Over the past few years, the U.S. Department of Veterans Affairs has focused on getting up to speed with the modern demands of the medical field. To that end, it recently announced plans to continue its shift toward broader use of scanned medical documents and electronic health records in all of its facilities.
While the VA began that rollout some time ago at a select number of its facilities, the agency is now moving spread those efforts more broadly nationwide and, in doing so, provide reductions in expenditures and greater efficiency of care, the VA recently announced. Previously, about 2 million files were housed in regional office space (which had to be leased), but through mid-April that number had been reduced to just 500,000 as document scanning efforts digitized all the data.
It's expected that the task of scanning that huge backlog of documents will be completed by the end of 2018. Since the efforts began in 2012, the VA has scanned some 397 million records into its document management systems.
"This modernization initiative seeks to eliminate delays caused by shipping and digital conversion," said Bradley Houston, director of VA's Office of Business Process Integration, which oversees the initiative. "It will give claims processors nationwide the ability to instantly access millions of inactive claim records when needed."

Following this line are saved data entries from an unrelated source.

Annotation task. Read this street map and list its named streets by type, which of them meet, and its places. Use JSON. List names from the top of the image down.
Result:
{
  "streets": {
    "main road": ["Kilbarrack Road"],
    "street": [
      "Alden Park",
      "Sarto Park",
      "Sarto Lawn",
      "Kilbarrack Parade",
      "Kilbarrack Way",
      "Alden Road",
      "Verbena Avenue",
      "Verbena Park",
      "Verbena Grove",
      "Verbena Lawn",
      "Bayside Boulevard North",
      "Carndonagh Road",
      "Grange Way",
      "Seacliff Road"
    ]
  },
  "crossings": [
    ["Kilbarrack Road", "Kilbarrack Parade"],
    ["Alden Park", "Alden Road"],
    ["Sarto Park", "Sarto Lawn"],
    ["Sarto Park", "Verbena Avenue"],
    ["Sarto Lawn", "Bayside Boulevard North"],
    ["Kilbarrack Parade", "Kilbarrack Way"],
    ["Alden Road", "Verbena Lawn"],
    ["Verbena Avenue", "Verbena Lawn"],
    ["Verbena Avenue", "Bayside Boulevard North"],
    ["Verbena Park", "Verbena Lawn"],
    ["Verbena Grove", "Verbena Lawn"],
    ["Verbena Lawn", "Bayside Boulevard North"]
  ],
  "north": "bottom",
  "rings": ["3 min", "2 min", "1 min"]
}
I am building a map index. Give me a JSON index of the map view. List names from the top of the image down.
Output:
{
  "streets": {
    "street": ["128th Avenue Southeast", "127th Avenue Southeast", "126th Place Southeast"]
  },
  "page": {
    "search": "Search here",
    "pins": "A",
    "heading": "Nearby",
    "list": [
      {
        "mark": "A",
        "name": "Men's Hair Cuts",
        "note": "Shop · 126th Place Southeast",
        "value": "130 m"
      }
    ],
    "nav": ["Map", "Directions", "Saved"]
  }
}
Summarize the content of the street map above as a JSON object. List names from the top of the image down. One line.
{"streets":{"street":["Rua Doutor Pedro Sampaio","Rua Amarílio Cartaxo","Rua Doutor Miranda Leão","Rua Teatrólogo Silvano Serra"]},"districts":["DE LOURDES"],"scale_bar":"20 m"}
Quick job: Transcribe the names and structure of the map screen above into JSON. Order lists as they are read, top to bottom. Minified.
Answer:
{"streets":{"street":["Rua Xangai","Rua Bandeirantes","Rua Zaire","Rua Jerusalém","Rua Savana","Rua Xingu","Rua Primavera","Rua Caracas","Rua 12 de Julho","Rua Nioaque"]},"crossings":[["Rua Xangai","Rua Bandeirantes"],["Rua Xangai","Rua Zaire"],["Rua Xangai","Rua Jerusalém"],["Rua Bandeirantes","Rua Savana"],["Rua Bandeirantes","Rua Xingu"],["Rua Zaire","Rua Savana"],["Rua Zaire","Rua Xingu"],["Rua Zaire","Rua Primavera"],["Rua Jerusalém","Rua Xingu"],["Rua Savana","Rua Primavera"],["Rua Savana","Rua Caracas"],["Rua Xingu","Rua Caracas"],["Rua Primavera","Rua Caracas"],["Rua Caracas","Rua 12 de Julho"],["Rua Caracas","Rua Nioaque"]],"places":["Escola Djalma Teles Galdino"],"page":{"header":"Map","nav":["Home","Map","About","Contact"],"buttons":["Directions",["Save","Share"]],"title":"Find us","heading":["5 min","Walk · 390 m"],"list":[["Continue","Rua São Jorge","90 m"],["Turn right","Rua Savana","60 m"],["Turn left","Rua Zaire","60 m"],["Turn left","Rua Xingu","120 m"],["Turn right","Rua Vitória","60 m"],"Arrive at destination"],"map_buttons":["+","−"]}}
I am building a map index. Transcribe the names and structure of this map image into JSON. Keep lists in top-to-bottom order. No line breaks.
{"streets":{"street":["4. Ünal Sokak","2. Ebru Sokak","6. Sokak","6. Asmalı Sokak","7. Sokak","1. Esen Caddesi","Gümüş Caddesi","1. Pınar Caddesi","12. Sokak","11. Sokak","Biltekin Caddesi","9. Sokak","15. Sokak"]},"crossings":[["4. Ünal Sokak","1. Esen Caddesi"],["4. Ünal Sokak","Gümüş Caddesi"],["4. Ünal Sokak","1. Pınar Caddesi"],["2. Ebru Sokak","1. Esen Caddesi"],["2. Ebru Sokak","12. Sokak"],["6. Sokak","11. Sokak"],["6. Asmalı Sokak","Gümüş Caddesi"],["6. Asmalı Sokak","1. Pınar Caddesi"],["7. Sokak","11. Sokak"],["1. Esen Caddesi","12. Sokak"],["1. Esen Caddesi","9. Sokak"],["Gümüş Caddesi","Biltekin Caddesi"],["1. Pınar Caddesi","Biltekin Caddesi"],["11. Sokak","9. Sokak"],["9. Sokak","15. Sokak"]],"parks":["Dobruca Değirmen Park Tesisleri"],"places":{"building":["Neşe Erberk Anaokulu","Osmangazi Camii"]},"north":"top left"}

Of course, it's not just the VA that is now devoting significant resources toward scanning medical documents and managing them electronically. Because of the greater efficiency and savings they provide on an ongoing basis, more companies are moving to invest in document management services than ever. Moreover, that's a trend that's expected to continue for some time to come, according to Persistence Market Research. Indeed, medical document management systems should be a significant emerging market over the next four or five years.
The benefits of such services go well beyond medical document scanning, simply because at some point, care providers don't have as many documents to scan any more. However, they will likely still need to empower employees to scan in whatever necessary information comes across their desks as quickly and easily as possible, and tools like remote capture make that easily achievable.